* Work request
In the entries below, filter for the word "grid" and copy every matching line.

========================

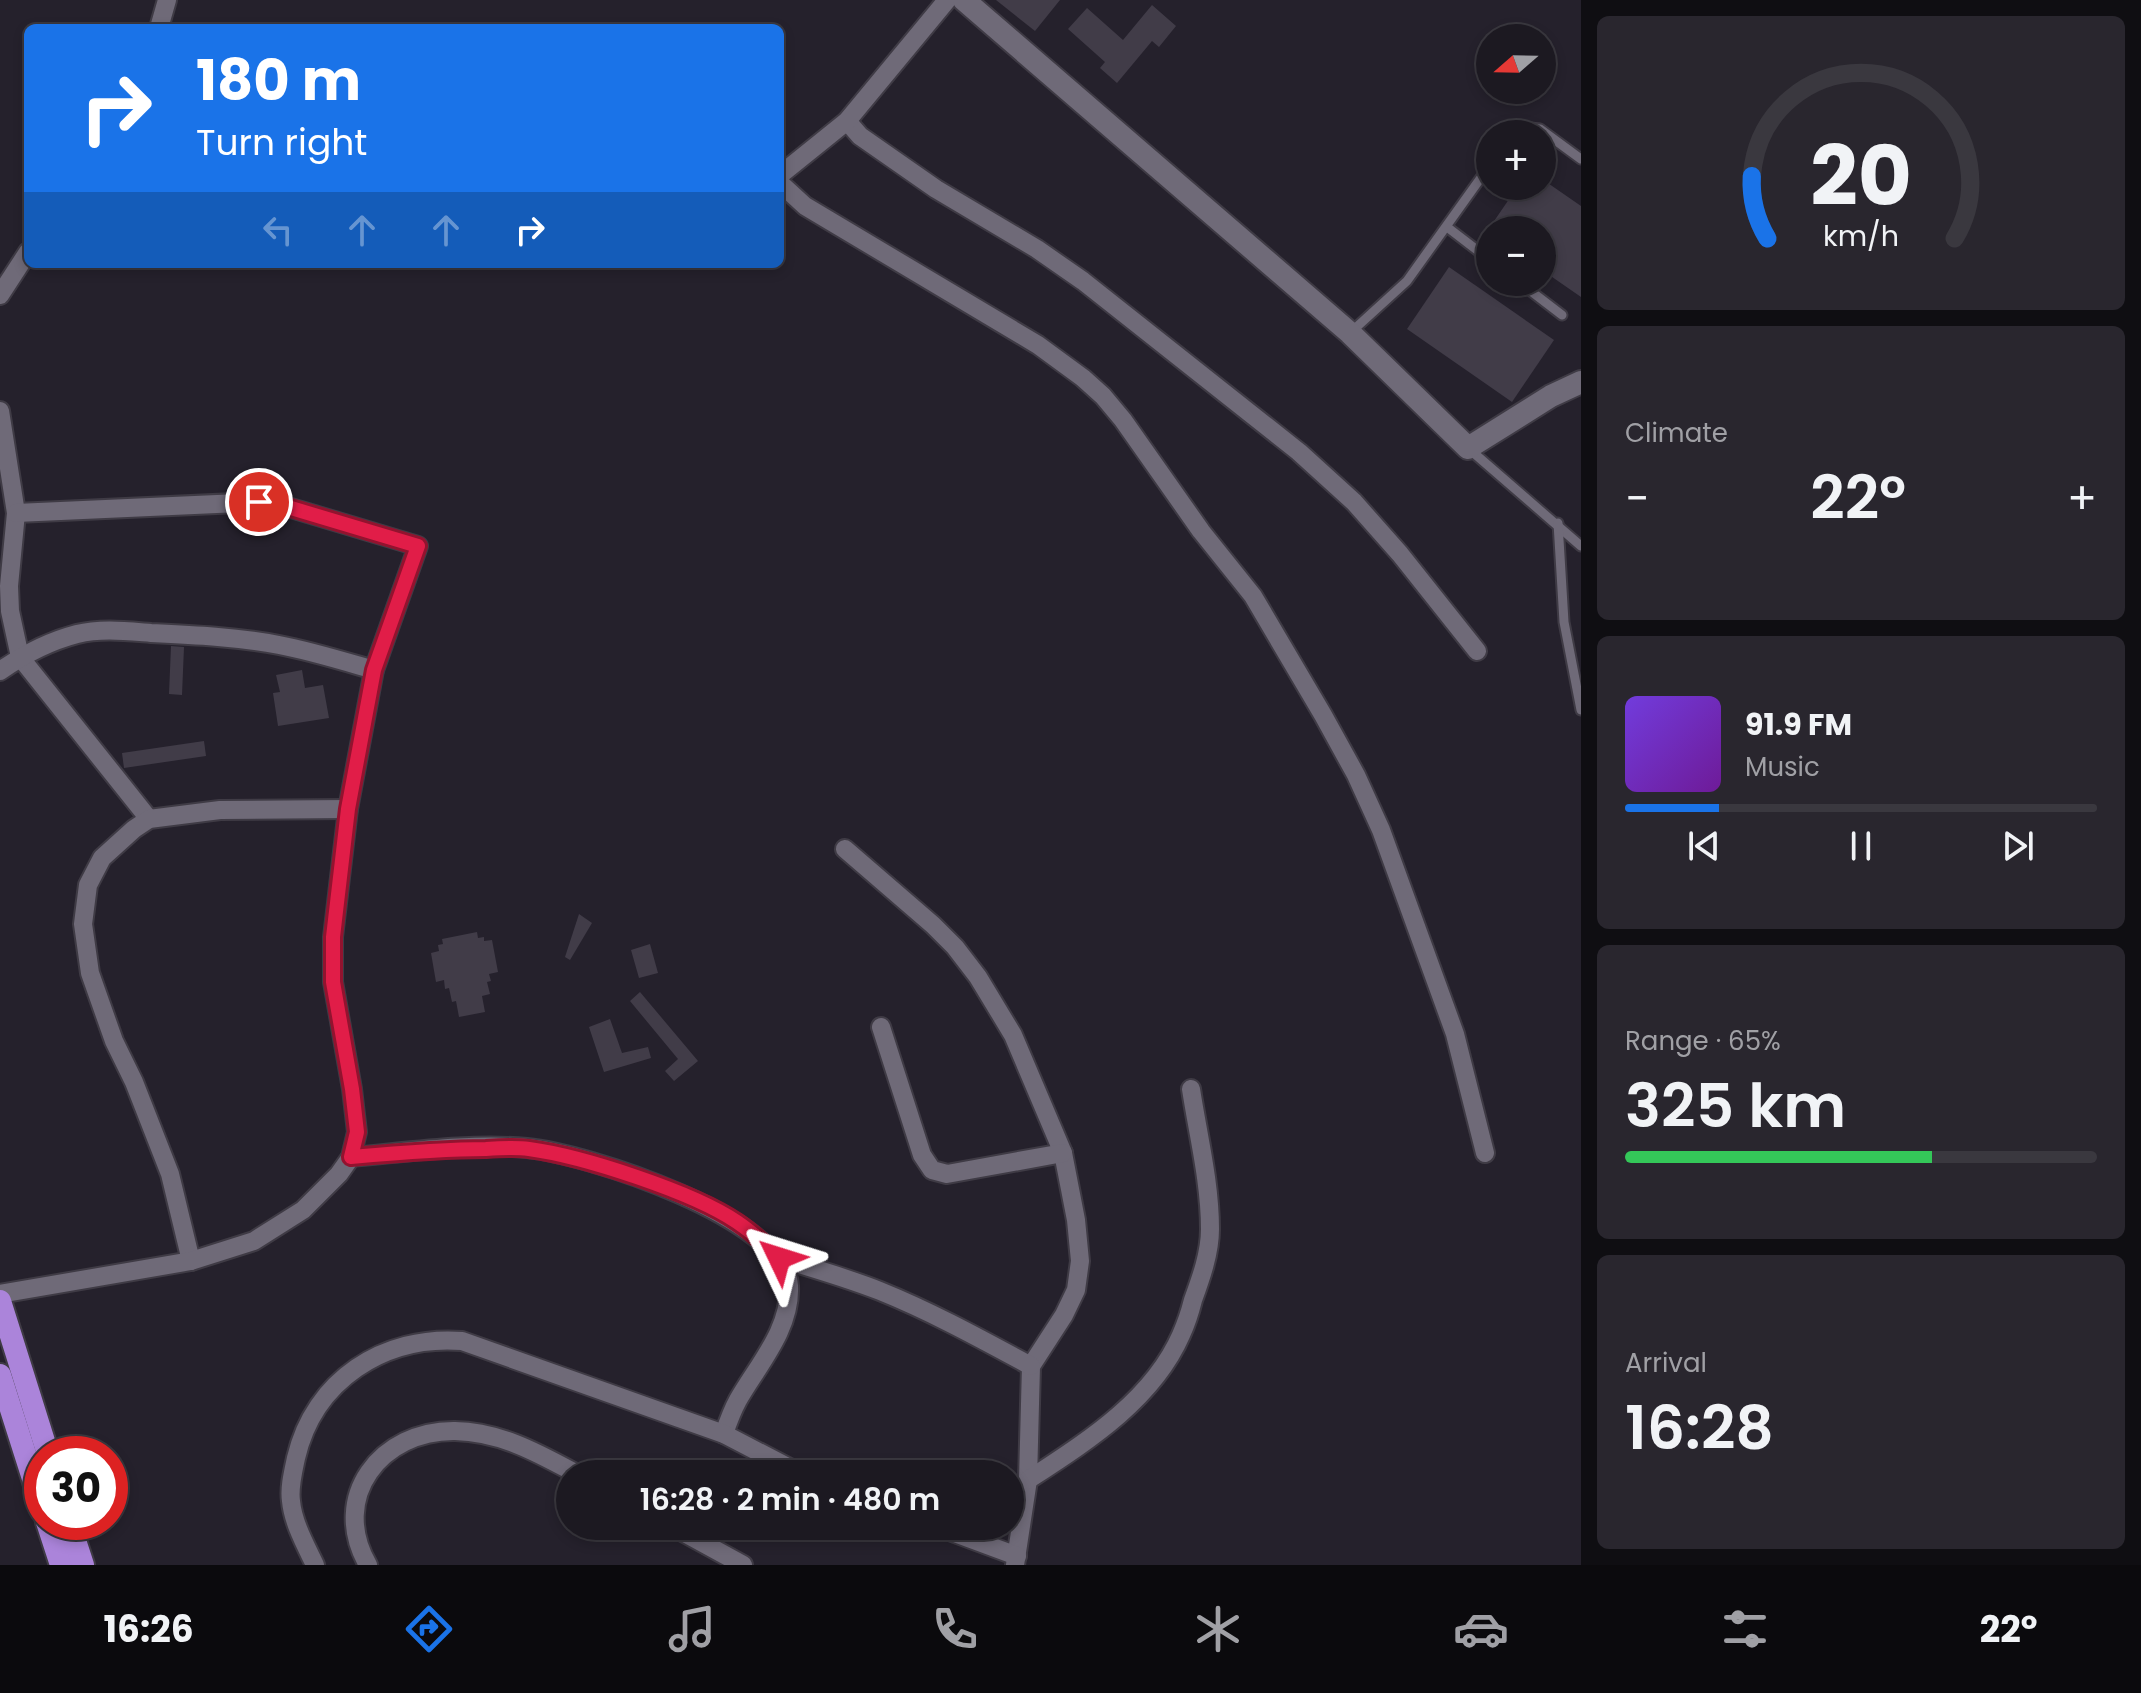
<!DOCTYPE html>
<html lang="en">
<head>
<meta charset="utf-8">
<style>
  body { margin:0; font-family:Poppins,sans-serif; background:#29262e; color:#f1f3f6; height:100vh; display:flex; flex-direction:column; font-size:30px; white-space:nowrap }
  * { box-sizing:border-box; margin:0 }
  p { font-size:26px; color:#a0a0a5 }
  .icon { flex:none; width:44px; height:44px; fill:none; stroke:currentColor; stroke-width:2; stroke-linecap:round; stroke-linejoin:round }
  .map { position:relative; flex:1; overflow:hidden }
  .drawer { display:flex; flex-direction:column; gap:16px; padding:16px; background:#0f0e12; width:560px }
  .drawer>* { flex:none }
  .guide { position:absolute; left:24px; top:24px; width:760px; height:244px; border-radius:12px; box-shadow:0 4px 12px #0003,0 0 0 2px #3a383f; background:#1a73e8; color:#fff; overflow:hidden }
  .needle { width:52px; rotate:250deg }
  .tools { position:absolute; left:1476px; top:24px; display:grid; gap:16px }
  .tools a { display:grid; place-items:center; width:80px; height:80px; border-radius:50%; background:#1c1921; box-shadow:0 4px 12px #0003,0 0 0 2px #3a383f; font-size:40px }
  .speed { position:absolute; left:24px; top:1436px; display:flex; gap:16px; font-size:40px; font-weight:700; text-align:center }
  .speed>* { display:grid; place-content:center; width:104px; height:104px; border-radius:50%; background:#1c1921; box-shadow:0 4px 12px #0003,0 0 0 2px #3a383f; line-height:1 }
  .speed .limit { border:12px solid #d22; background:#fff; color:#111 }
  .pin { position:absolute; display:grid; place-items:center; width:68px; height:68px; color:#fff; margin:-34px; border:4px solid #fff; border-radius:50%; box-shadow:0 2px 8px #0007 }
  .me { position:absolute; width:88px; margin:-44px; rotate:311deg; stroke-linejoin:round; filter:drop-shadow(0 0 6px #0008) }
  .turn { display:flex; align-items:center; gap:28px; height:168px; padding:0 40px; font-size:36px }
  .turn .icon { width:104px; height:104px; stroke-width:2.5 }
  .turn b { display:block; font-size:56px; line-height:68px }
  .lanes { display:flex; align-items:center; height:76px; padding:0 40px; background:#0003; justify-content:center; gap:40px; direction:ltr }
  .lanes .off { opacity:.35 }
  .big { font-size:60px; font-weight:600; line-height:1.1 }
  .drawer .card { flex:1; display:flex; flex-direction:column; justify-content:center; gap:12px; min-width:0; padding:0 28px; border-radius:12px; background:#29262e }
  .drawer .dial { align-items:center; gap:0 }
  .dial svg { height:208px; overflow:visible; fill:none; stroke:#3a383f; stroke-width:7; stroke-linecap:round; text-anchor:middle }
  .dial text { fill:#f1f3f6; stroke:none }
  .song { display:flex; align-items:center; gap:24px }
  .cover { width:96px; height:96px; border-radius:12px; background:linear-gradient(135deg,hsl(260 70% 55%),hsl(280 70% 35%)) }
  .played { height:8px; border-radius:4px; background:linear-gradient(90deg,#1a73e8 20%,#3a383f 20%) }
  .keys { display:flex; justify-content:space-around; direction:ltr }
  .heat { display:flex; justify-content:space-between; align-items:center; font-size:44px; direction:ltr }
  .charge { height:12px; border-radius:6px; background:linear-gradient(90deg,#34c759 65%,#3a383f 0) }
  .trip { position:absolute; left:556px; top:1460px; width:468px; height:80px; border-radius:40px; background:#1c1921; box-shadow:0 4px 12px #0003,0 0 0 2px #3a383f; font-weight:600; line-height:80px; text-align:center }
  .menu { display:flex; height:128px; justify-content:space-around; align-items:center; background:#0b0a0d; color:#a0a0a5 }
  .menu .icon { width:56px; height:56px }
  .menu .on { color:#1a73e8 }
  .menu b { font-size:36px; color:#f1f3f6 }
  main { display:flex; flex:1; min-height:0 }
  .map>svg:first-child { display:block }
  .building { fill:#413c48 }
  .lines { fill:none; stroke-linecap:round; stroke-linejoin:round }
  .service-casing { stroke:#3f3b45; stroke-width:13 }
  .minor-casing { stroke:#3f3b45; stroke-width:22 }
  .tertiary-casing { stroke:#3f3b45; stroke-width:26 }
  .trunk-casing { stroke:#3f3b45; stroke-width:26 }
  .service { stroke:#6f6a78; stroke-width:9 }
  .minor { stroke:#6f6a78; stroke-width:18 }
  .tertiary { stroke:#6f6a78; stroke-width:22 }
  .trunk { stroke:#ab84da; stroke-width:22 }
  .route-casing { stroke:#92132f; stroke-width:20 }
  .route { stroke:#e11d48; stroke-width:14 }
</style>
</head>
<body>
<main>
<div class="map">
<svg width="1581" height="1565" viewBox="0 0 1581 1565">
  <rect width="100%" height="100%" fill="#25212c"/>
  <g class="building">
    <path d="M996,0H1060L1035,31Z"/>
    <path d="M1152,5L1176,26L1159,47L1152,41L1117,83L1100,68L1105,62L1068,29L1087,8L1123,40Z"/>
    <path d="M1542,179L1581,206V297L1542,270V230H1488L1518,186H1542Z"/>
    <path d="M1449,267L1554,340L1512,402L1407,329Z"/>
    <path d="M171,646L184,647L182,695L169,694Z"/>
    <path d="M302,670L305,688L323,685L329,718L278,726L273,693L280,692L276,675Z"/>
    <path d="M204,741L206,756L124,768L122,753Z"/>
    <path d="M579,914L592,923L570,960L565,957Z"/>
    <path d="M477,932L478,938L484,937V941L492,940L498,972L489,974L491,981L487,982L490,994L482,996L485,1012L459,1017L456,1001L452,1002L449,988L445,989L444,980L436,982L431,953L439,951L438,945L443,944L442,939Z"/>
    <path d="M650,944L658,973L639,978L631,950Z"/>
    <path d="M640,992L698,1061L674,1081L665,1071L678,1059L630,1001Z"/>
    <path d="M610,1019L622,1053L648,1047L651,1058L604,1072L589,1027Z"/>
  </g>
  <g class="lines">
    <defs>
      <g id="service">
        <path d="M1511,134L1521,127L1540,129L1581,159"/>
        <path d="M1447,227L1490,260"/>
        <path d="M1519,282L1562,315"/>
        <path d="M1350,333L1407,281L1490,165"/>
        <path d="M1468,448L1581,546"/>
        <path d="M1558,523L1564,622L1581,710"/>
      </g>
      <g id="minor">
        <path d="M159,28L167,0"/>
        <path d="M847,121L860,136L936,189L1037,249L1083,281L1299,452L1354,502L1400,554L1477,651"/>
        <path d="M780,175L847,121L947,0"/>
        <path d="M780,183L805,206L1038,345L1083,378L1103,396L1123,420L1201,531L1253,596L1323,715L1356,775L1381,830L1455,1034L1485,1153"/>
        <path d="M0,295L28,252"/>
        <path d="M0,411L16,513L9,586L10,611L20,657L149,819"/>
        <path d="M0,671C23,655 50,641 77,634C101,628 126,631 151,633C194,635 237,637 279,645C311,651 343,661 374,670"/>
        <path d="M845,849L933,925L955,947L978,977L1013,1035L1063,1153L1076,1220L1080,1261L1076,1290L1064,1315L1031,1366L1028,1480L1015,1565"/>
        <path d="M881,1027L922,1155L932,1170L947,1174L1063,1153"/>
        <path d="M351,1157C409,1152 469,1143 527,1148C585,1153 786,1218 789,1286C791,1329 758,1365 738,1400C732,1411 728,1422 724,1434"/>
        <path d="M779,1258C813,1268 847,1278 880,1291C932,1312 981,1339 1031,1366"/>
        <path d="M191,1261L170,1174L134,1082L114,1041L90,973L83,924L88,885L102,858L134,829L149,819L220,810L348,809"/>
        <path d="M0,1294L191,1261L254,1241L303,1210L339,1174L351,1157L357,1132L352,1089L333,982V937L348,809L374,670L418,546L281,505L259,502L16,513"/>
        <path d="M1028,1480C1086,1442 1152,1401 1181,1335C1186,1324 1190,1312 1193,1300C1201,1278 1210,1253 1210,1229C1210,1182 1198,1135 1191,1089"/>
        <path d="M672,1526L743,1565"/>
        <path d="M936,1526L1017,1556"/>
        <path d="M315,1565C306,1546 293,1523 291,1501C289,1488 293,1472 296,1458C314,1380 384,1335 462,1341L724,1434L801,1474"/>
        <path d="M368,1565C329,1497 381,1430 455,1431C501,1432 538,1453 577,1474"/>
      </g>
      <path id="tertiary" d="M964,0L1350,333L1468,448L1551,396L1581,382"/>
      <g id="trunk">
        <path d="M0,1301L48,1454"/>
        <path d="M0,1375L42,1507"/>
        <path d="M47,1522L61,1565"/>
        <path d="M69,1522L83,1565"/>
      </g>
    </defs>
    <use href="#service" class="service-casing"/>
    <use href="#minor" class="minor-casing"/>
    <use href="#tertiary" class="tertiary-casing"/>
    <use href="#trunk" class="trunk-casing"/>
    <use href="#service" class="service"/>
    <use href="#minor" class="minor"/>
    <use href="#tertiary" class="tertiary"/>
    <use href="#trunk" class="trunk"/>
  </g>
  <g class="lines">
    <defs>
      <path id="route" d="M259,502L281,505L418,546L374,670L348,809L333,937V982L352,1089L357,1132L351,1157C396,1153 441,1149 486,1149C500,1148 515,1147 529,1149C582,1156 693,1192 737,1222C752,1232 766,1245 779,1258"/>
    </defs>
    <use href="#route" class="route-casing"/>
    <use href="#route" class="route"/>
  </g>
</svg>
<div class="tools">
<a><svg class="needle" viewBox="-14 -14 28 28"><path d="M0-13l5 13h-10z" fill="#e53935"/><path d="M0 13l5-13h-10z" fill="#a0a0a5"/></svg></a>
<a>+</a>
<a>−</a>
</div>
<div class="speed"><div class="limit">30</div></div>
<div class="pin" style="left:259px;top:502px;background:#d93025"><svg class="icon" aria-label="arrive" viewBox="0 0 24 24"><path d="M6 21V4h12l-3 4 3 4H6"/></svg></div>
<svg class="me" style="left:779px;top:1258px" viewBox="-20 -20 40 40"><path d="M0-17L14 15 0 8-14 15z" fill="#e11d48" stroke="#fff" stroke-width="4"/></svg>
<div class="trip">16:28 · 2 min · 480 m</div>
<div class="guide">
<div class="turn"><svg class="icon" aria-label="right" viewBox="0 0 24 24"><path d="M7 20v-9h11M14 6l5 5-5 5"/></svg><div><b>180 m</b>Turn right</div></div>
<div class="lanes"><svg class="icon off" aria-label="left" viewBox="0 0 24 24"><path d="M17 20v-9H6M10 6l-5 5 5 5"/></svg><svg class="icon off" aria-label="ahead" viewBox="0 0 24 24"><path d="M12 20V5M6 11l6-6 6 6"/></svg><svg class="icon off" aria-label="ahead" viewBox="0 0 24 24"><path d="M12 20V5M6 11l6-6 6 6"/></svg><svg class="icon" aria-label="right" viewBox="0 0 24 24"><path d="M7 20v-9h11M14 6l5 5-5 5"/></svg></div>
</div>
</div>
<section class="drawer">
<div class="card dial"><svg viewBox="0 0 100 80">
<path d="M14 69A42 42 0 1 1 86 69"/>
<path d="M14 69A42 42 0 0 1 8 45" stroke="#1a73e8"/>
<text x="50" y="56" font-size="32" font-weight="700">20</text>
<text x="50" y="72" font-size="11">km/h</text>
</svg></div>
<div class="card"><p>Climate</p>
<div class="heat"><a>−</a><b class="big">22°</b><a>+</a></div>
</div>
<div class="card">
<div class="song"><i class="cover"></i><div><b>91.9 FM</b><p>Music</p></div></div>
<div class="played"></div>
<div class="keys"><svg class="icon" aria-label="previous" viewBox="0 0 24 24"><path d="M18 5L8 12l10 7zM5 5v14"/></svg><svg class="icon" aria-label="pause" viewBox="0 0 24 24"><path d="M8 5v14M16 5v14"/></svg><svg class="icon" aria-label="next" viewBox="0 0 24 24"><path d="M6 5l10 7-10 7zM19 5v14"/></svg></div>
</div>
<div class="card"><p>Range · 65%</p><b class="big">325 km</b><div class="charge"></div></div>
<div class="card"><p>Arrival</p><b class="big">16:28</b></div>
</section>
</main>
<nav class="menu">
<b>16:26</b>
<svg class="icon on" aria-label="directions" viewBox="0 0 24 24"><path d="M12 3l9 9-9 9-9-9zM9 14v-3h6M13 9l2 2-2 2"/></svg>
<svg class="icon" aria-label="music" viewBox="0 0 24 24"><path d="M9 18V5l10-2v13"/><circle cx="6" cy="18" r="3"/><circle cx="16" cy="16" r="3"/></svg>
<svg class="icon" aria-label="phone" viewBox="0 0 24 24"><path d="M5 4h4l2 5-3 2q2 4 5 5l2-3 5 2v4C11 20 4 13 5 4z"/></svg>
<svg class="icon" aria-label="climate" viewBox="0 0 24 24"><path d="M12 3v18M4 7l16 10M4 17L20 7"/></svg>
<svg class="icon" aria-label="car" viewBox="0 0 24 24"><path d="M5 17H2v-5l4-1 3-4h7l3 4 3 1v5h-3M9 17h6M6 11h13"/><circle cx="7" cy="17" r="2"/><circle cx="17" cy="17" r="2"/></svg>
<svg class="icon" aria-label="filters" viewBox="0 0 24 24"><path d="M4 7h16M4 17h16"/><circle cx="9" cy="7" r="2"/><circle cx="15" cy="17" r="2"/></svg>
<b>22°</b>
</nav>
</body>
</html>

========================

* Answer to this exercise
  .tools { position:absolute; left:1476px; top:24px; display:grid; gap:16px }
  .tools a { display:grid; place-items:center; width:80px; height:80px; border-radius:50%; background:#1c1921; box-shadow:0 4px 12px #0003,0 0 0 2px #3a383f; font-size:40px }
  .speed>* { display:grid; place-content:center; width:104px; height:104px; border-radius:50%; background:#1c1921; box-shadow:0 4px 12px #0003,0 0 0 2px #3a383f; line-height:1 }
  .pin { position:absolute; display:grid; place-items:center; width:68px; height:68px; color:#fff; margin:-34px; border:4px solid #fff; border-radius:50%; box-shadow:0 2px 8px #0007 }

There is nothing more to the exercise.